Durante 18 meses, começando no verão de 1977, Peggy Hodgson, seus quatro filhos e mais de 30 testemunhas presenciais (incluindo vizinhos, detetives de fenômenos paranormais e jornalistas) viram e ouviram, dentro da casa da família, incidentes em que havia móveis em movimento e objetos voando sem razão aparente, ruídos inexplicáveis e até levitação.
A história atraiu o casal americano Ed e Lorraine Warren, investigadores de fenômenos paranormais retratados na série de filmes A Invocação do Mal. O enigma de Enfield é mostrado no segundo filme da série.
Na época, os fenômenos se concentraram nas filhas de Peggy, Janet e Margaret Hodgson. Em alguns momentos, Janet, que tinha apenas 11 anos, falava inexplicavelmente com uma voz misteriosa e rouca.
A BBC reuniu três das testemunhas de primeira mão do mistério, que ficou conhecido como “O poltergeist de Enfield”. Com a ajuda deles e de outros depoimentos da época, nossa reportagem reconta os fatos.
A penteadeira que se movia
Na noite de 31 de agosto de 1977, Peggy Hodgson entrou no quarto de seus filhos e viu uma penteadeira movendo-se sozinha.
“Eu não conseguia acreditar. Cheguei a empurrar (a penteadeira) duas vezes, mas na terceira vez não consegui movê-la”, relembra, em uma entrevista gravada na época.
O estranho episódio foi acompanhado de repetidos barulhos de batidas.
Com medo, Hodgson pediu que um de seus filhos fosse chamar seu vizinho, Vic Nottingham.

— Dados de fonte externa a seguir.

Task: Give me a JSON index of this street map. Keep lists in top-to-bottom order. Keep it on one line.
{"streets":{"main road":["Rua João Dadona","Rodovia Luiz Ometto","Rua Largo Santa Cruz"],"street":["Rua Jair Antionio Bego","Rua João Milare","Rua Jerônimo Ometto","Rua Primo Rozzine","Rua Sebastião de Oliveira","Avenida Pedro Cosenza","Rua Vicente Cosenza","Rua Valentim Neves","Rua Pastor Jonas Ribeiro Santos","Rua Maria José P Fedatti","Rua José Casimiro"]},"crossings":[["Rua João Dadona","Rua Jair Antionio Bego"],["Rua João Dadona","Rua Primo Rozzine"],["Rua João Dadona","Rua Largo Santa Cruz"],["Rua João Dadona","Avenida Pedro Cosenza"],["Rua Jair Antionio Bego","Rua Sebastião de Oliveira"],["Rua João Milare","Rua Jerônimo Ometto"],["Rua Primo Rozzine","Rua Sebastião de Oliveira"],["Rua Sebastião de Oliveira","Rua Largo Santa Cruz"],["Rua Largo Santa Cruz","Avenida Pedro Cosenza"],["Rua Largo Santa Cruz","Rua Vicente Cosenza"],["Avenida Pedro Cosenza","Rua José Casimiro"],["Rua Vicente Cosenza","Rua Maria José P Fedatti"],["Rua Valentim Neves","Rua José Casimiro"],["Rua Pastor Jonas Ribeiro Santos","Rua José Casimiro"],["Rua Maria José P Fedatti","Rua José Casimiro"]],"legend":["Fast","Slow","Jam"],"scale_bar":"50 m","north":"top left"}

“Escutei as batidas quando entrava pela porta principal. Andei por toda a casa e não consegui entender o que estava acontecendo. Por isso, imaginei que só havia uma coisa a fazer: chamar a polícia”, disse, também em depoimento na época.
A jornalista Rosalind Morris, da BBC, Graham Morris, o primeiro a fotografar as crianças levitando, e o advogado Richard Grosse, que interrogou o “fantasma”, foram reunidos pela apresentadora da BBC Sue MacGregor
A policial Carolyn Heeps foi a primeira a chegar ao local, e viu uma cadeira deslizar, sem explicação, pelo quarto.

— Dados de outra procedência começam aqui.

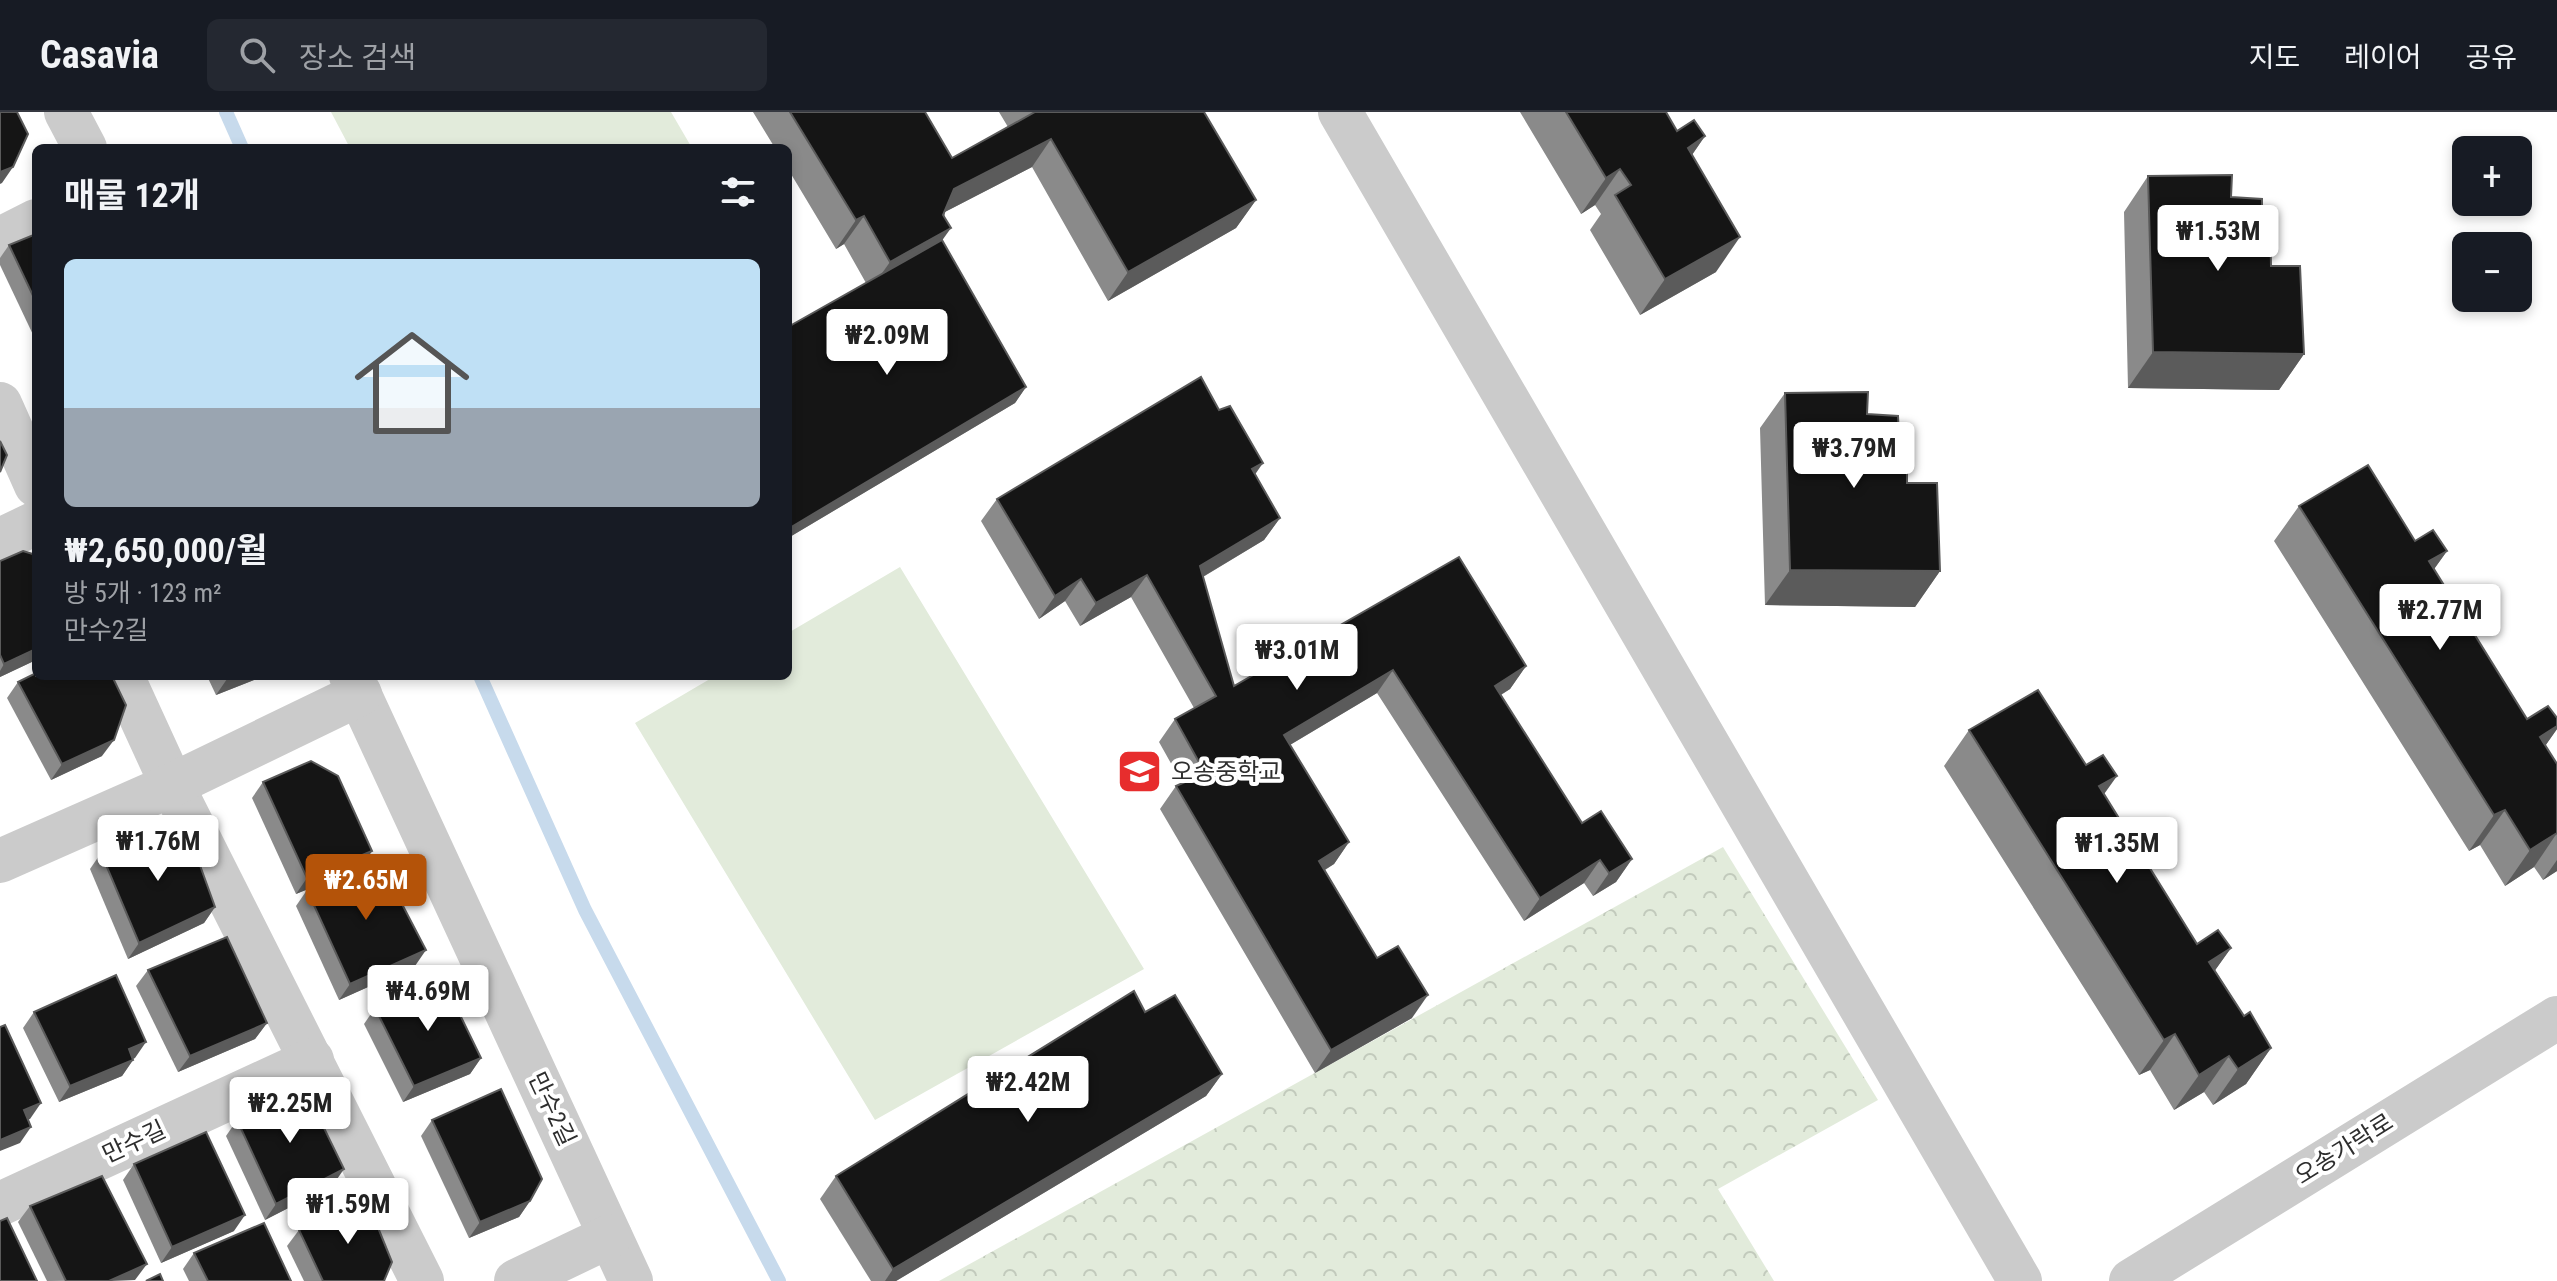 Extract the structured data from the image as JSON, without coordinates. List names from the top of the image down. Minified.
{"streets":{"street":["만수2길","만수길","오송가락로"]},"places":{"school or university":["오송중학교"]},"page":{"header":"Casavia","search":"장소 검색","nav":["지도","레이어","공유"],"map_buttons":["+","−"],"heading":"매물 12개","price":["₩1.53M","₩2.09M","₩3.79M","₩2.77M","₩3.01M","₩1.76M","₩1.35M","₩2.65M","₩4.69M","₩2.42M","₩2.25M","₩1.59M"],"list":[{"name":"₩2,650,000/월","note":"방 5개 · 123 m² · 만수2길"}]}}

“A cadeira se levantou cerca de 1,5 cm do chão, e deslizou aproximadamente 1 a 1,2 metros para a direita, antes de parar”, descreveu.
No entanto, assim como Peggy Hodgson e Vic Nottingham, Heeps não sabia o que fazer.
As primeiras fotos
O fotojornalista Graham Morris, que na época trabalhava para o jornal Daily Mirror, ainda se lembra do que aconteceu quando ele recebeu um telefonema de seu editor e foi enviado à casa dos Hodgson para um trabalho que, segundo ele, “mudou sua vida”.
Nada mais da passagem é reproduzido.